I am doing some matrix calculations which require me to move column by column. The only way I could think of to do this might not be ideal, but it seems to work (mostly). I have the following Kernel, but the output is inconsistent. When I print the result vector at the end, I often come up with different output results, despite the fact that the matrix and vector are static and never change. Is this possibly due to block execution? I’ve tried hard to force cuda to execute the way I need it to, but I’m at a loss. FYI - the code is not the most efficient.

__global__ void Matrix(complex* a, complex* b, complex* c){

	// set initial i value for navigating through matrix

	int i = blockIdx.x*blockDim.x+threadIdx.x;

	

	// setup column counter to move through matrix from left to right

	int colCtr = 0;

	

	while(colCtr < N)

	{

		if(blockIdx.x < colCtr){

			// do something above the diagonal

			

		}

		if(blockIdx.x == colCtr){

			// diagonal

			c[colCtr] = a[i] * b[colCtr];

		}

		else if(blockIdx.x > colCtr){

			// below diagonal

			c[blockIdx.x] = b[blockIdx.x] + a[i] * b[colCtr];

		}

		// increment I to next column

		i += blockDim.x * N;

		// increment column counter

		colCtr++;

		// copy new results back to original vector

		b[blockIdx.x] = c[blockIdx.x];

	}

}

Where “a” is an NxN matrix and “b” is an N sized vector. “c” is the N sized output vector.

complex is a structure that I put together with two doubles - x & y. I also wrote device code to interpret complex addition, subtraction, multiplication and division. I am calling the kernel like this:

Matrix<<<N,1>>>(d_a, d_b, d_c);

Where N is set to 6000.

Thoughts?

Why do you use blockIdx.x in do many places? This looks like you have a full block working on each matrix element, resulting in a race condition when all these threads write their data to the same place.

Why do you use blockIdx.x in do many places? This looks like you have a full block working on each matrix element, resulting in a race condition when all these threads write their data to the same place.

Thanks for the reply - The reason for so many blocks is that if I setup a block with multiple threads, I can’t seem to get the code to go through the matrix column by column. Instead, it will execute all of the threads within the block resulting in say the first 512 columns executing simultaneously.

The matrix is fairly large - 6000x6000. The only way I’ve found to force the code to go column by column is to create nearly as many blocks as there are elements in a matrix column.

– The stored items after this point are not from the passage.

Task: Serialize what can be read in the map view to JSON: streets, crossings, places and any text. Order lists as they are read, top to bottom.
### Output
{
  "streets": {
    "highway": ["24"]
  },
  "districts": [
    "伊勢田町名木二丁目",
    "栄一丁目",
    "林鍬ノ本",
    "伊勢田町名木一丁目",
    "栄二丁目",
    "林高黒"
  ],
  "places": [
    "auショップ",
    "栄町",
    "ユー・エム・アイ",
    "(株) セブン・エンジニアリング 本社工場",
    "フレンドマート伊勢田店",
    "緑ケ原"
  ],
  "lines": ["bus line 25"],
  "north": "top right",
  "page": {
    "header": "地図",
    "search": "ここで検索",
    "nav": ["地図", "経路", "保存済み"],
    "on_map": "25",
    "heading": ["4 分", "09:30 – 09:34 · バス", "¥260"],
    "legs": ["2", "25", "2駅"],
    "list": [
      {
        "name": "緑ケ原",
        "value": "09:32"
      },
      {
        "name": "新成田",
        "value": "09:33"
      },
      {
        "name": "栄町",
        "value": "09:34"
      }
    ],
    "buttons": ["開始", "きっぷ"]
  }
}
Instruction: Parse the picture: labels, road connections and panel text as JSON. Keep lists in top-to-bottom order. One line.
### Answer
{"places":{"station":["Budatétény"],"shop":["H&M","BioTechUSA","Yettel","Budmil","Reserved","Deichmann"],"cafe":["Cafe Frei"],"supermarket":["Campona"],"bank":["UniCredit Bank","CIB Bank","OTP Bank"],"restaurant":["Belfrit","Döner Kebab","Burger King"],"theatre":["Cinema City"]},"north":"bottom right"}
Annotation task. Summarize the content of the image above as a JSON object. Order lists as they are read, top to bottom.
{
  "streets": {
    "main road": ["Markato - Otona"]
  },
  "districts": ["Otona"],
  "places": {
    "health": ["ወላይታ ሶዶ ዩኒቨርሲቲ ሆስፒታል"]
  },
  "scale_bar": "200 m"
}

I did figure out the missing part of my code - I will try to post it later tonight. My problem was multiply by b[colCtr]. I changed that to b[blockIdx.x] and I started getting consistent output that also matches the CPU version of the algorithm. I will likely need to change that back though once I put real data into the matrix and vector.

Thanks for the reply - The reason for so many blocks is that if I setup a block with multiple threads, I can’t seem to get the code to go through the matrix column by column. Instead, it will execute all of the threads within the block resulting in say the first 512 columns executing simultaneously.

The matrix is fairly large - 6000x6000. The only way I’ve found to force the code to go column by column is to create nearly as many blocks as there are elements in a matrix column.

I did figure out the missing part of my code - I will try to post it later tonight. My problem was multiply by b[colCtr]. I changed that to b[blockIdx.x] and I started getting consistent output that also matches the CPU version of the algorithm. I will likely need to change that back though once I put real data into the matrix and vector.